Parafrasando Newton voglio dire: demoliamo i muri e costruiamo ponti. Ho molto apprezzato la soluzione che si è data politicamente alla questione della elezione dei rappresentanti dei comuni nella nuova provincia, la stessa scelta di indicare solo sindaci rafforza il profilo tutto istituzionale e non partitico del progetto e da l’idea di ciò che serve a questo nostro territorio: saldare le fratture, isolare le frange litigiose e settarie, predisporsi ad uno sforzo comune straordinario per provare a tenere testa alla crisi più grave.

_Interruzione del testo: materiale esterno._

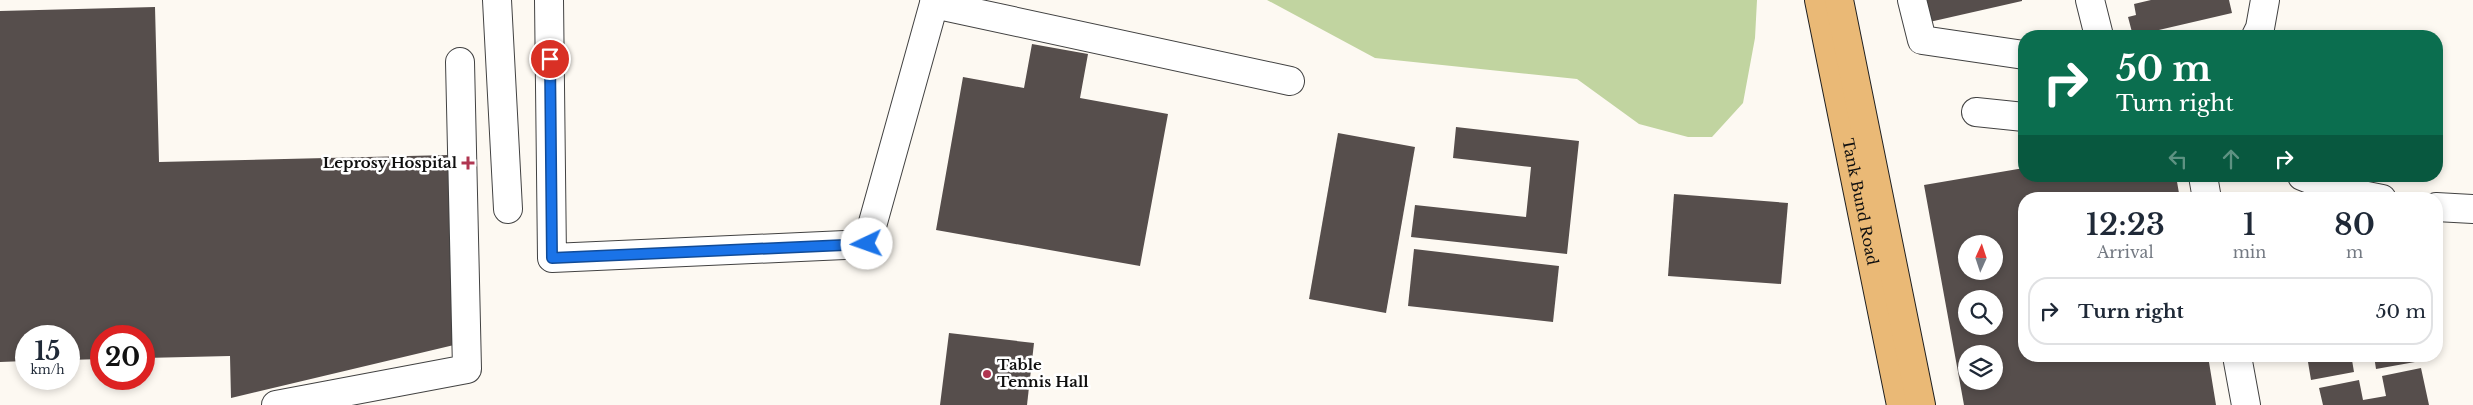 <!DOCTYPE html>
<style>
:root{--surface:#fff;--page:#f6f6f7;--text:#1f2937;--muted:#747a83;--line:#e0e1e3}
body{margin:0;font-family:"Libre Baskerville",serif;background:var(--page);color:var(--text);height:100vh;display:flex;flex-direction:column;font-size:19px;white-space:nowrap}
*{box-sizing:border-box;margin:0}
p{font-size:16px;color:var(--muted)}
.icon{flex:none;width:28px;height:28px;fill:none;stroke:currentColor;stroke-width:2;stroke-linecap:round;stroke-linejoin:round}
.map{position:relative;flex:1;overflow:hidden}
.drawer{position:absolute;left:2018px;top:192px;width:425px;height:170px;display:flex;flex-direction:column;background:var(--surface);border-radius:20px;box-shadow:0 2px 8px #0003}
.drawer>*{flex:none}
.top-card{position:absolute;left:2018px;top:30px;width:425px;height:152px;border-radius:20px;box-shadow:0 2px 8px #0003;background:#0b6e4f;color:#fff;overflow:hidden}
.needle{width:32px;rotate:3deg}
.controls{position:absolute;left:1958px;top:235px;display:grid;gap:10px}
.controls a{display:grid;place-items:center;width:45px;height:45px;border-radius:50%;background:var(--surface);box-shadow:0 2px 8px #0003;font-size:25px}
.speed{position:absolute;left:15px;top:325px;display:flex;gap:10px;font-size:25px;font-weight:700;text-align:center}
.speed>*{display:grid;place-content:center;width:65px;height:65px;border-radius:50%;background:var(--surface);box-shadow:0 2px 8px #0003;line-height:1}
.speed small{font-size:12px;font-weight:400}
.speed .limit{border:8px solid #d22;background:#fff;color:#111}
.pin{position:absolute;display:grid;place-items:center;width:42px;height:42px;color:#fff;margin:-21px;border:2px solid #fff;border-radius:50%;box-shadow:0 1px 5px #0007}
.me{position:absolute;width:55px;margin:-28px;rotate:267deg;stroke-linejoin:round;filter:drop-shadow(0 0 4px #0008)}
.turn{display:flex;align-items:center;gap:18px;height:105px;padding:0 15px;font-size:22px}
.turn .icon{width:65px;height:65px;stroke-width:2.5}
.turn b{display:block;font-size:35px;line-height:42px}
.lanes{display:flex;align-items:center;height:48px;padding:0 15px;background:#0003;justify-content:center;gap:25px;direction:ltr}
.lanes .off{opacity:.35}
.eta{display:flex;justify-content:space-evenly;align-items:center;height:85px;text-align:center}
.eta b{font-size:30px;font-weight:600;line-height:35px}
ul{padding:0;list-style:none}
li{display:flex;align-items:center;gap:15px;height:68px;margin:0 10px 8px;padding:0 5px;border:2px solid var(--line);border-radius:20px}
li div{flex:1}
li b{display:block;font-size:19px}
li em{font-style:normal}
.map>svg:first-child{display:block}
</style>
<div class="map">
<svg width="2473" height="405" viewBox="0 0 2473 405">
<rect width="100%" height="100%" fill="#fdf9f2"/>
<path fill="#c1d4a0" d="M1267,0H1757L1755,38L1743,103L1712,137H1688L1639,124L1577,79L1375,58Z"/>
<g fill="#564e4c" fill-rule="evenodd">
<path d="M1920,0H2022V1L1925,23Z"/>
<path d="M2151,0H2229L2232,13L2133,36L2128,17L2136,15L2134,4Z"/>
<path d="M155,7L159,162L449,155L454,345L231,398L230,356L144,358V336H101V359L69,360V336H26V361L0,362V11Z"/>
<path d="M1032,44L1088,54L1080,98L1168,114L1140,266L936,230L963,77L1024,88Z"/>
<path d="M1456,127L1579,141L1567,254L1411,237L1415,205L1526,217L1531,167L1453,158Z"/>
<path d="M1338,133L1415,147L1386,313L1309,299Z"/>
<path d="M2024,168V176H2176L2180,199H2024V356H2208L2216,405H1964L1924,185ZM1966,244H1994V271H1966ZM1966,299H1994V326H1966ZM1966,354H1994V381H1966Z"/>
<path d="M1674,194L1788,203L1781,284L1668,276Z"/>
<path d="M1414,249L1559,266L1553,322L1408,306Z"/>
<path d="M949,333L1034,343L1027,405H940Z"/>
<path d="M2307,356H2365V357L2352,360L2354,372L2311,380Z"/>
<path d="M2374,356H2414L2415,362L2376,369Z"/>
<path d="M2421,368L2429,405H2323L2319,388L2359,380L2363,400L2386,396L2382,376Z"/>
</g>
<g fill="none" stroke-linecap="round" stroke-linejoin="round">
<defs>
<g id="minor">
<path d="M497,0L508,209"/>
<path d="M549,0L552,258L867,244L935,0"/>
<path d="M1912,0L1922,40L2024,55"/>
<path d="M2090,0L2099,36"/>
<path d="M934,4L1290,81"/>
<path d="M2256,36L2260,28L2265,0"/>
<path d="M1976,112L2024,117"/>
<path d="M2203,176L2207,199"/>
<path d="M2302,176L2337,190L2382,199"/>
<path d="M2436,207L2473,209"/>
<path d="M2237,356L2246,405"/>
<path d="M276,405L467,369L460,62"/>
</g>
<g id="major">
<path id="s1" d="M1819,0L1901,405"/>
<path d="M1839,0L1921,405"/>
</g>
</defs>
<use href="#minor" stroke="#424242" stroke-width="30"/>
<use href="#major" stroke="#202020" stroke-width="30"/>
<use href="#minor" stroke="#fff" stroke-width="28"/>
<use href="#major" stroke="#eab976" stroke-width="28"/>
</g>
<g fill="none" stroke-linecap="round" stroke-linejoin="round">
<defs>
<path id="route" d="M550,59L552,258L867,244"/>
</defs>
<use href="#route" stroke="#114b97" stroke-width="12"/>
<use href="#route" stroke="#1a73e8" stroke-width="9"/>
</g>
<g fill="#b03651" stroke="#fff" stroke-width="2">
<path d="M465.5 155.5h5v5h5v5h-5v5h-5v-5h-5v-5h5z"/>
<circle cx="987" cy="374" r="5"/>
</g>
<g text-anchor="middle" stroke-width="5" stroke-linejoin="round" paint-order="stroke">
<g font-size="15" font-weight="bold" fill="#0f0f0f" stroke="#fff" text-anchor="end">
<text x="457" y="168">Leprosy Hospital</text>
<text x="997" y="370" text-anchor="start">Table<tspan x="997" dy="17">Tennis Hall</tspan></text>
</g>
<g font-size="15" fill="#0f0f0f" stroke="#fff">
<text dy="5" stroke="none"><textPath href="#s1" startOffset="206">Tank Bund Road</textPath></text>
</g>
</g>
</svg>
<div class="controls">
<a><svg class="needle" viewBox="-14 -14 28 28"><path d="M0-13l5 13h-10z" fill="#e53935"/><path d="M0 13l5-13h-10z" fill="#747a83"/></svg></a>
<a><svg class="icon" aria-label="search" viewBox="0 0 24 24"><circle cx="10" cy="10" r="6"/><path d="M15 15l6 6"/></svg></a>
<a><svg class="icon" aria-label="layers" viewBox="0 0 24 24"><path d="M12 4l9 5-9 5-9-5zM3 14l9 5 9-5"/></svg></a>
</div>
<div class="speed"><div>15<small>km/h</small></div><div class="limit">20</div></div>
<div class="pin" style="left:550px;top:59px;background:#d93025"><svg class="icon" aria-label="arrive" viewBox="0 0 24 24"><path d="M6 21V4h12l-3 4 3 4H6"/></svg></div>
<svg class="me" style="left:867px;top:244px" viewBox="-20 -20 40 40"><circle r="19" fill="#fff"/><path d="M0-13L10 11 0 6-10 11z" fill="#1a73e8"/></svg>
<div class="top-card">
<div class="turn"><svg class="icon" aria-label="right" viewBox="0 0 24 24"><path d="M7 20v-9h11M14 6l5 5-5 5"/></svg><div><b>50 m</b>Turn right</div></div>
<div class="lanes"><svg class="icon off" aria-label="left" viewBox="0 0 24 24"><path d="M17 20v-9H6M10 6l-5 5 5 5"/></svg><svg class="icon off" aria-label="ahead" viewBox="0 0 24 24"><path d="M12 20V5M6 11l6-6 6 6"/></svg><svg class="icon" aria-label="right" viewBox="0 0 24 24"><path d="M7 20v-9h11M14 6l5 5-5 5"/></svg></div>
</div>
<section class="drawer">
<div class="eta">
<div><b>12:23</b><p>Arrival</p></div>
<div><b>1</b><p>min</p></div>
<div><b>80</b><p>m</p></div>
</div>
<ul>
<li><svg class="icon" aria-label="right" viewBox="0 0 24 24"><path d="M7 20v-9h11M14 6l5 5-5 5"/></svg><div><b>Turn right</b></div><em>50 m</em></li>
</ul>
</section>
</div>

Mi addolora ma non mi sorprende che il presidente della regione abbia irriso, in polemica con il sindaco di Pesaro, questa scelta unitaria. Mi addolora perché quando le cose vanno male, e da noi vanno malissimo, che volino gli stracci fra chi fa parte (faceva?) della stessa famiglia può accadere. Ma in quelle parole del presidente della regione c’è di più: c’è l’assoluta incomprensione del dramma economico e sociale che sta attraversando questo nostro territorio. Della mortificazione umana e professionale che stanno vivendo migliaia di persone che in questa terra hanno fatto sempre del lavoro, non della assistenza o della contiguità con la politica, la loro cifra identitaria. Qui non accorrono ministri, non si aprono tavoli ministeriali con i vertici sindacali, non atterrano elicotteri nei giardini delle ville delle famiglie di imprenditori per festeggiare questa o quella ricorrenza. Qui oggi si vive perché si lavora e domani si muore perché non si lavora e non fa notizia alcuna.
Ho detto non mi sorprende perché, assieme a tratti positivi della esperienza di questo governo regionale al tramonto, c’è ne uno che salta agli occhi in modo inoppugnabile: questa regione non è stata mai così divisa, mai siamo stati così lontani da una idea unitaria di regione. Anzi si ha tutta la sensazione che si sia coltivata la divisione e la contrapposizione come strumento di potere. Una gestione personalistica associata ad una tecnocrazia prona che per perpetuare se stessa e il suo sistema di relazioni ha messo un territorio contro un altro, un assessore contro l’ altro, la regione contro la politica, il governo contro i partiti. Il risultato è che l’ideale di regione plurale ma coesa che abbiamo inseguito è diventata una realtà sempre più frammentata che non si riconosce più in una visione comune. Muri contro ponti appunto.
La risposta a questo stato di cose non sta nel sostituire un personalismo con un altro, o nella rivincita di un territorio contro un altro, del resto il nostro ne ha di autocritiche da fare per come ha rinunciato a giocare il suo ruolo quando era forte di un modello economico, sociale, culturale e anche politico vincente e ha invece preferito accodarsi ai poteri che da Roma portavano a Fabriano. No ragionare così sarebbe disastroso per la regione e per il centro sinistra che rimane l’unica alternativa a se stesso che possa essere realisticamente giocata.
La risposta sta allora nella costruzione di un tessuto politico di dimensione regionale che si può tessere solo affermando il primato della politica sui personalismi e sulla tecnocrazia. E il primato della politica è indissolubilmente legato al ruolo del partito, io parlo per il mio, del Partito Democratico. Solo un partito serio può produrre una visione unificante di tipo regionale, sanare le fratture, superare politicamente la frantumazione compresa quella che si è verificata nel nostro entroterra nelle ultime elezioni amministrative. A me sta a cuore che il nostro progetto per la regione del futuro trovi interessato anche il sindaco di Urbino o quello di Tavullia tanto per fare due esempi che conosco e analoghi ve ne saranno di certo in giro per le Marche, senza dovergli chiedere di aderire al PD ma facendoli parte di un progetto che li riguarda.
Non sappiamo che farcene dell’ennesimo individuo che va in giro per la regione a promettere un pezzo di questo o di quello. Abbiamo bisogno di un soggetto politico che sappia chiamare a raccolta le idee, le risorse, che costruisca un progetto e lo offra per la condivisione ai sindaci di ogni colore, alle forze sociali, alla cultura, alle imprese. Il candidato che sarà scelto per interpretare questo progetto e il nostro presidente che eleggeremo dovrà dismettere la boria del governatore e assumere i più significativi panni di un componente di una squadra, che riconosce il primato della politica e che magari non ha i super poteri ma si sa rappresentare come un costruttore di ponti e un demolitore di muri.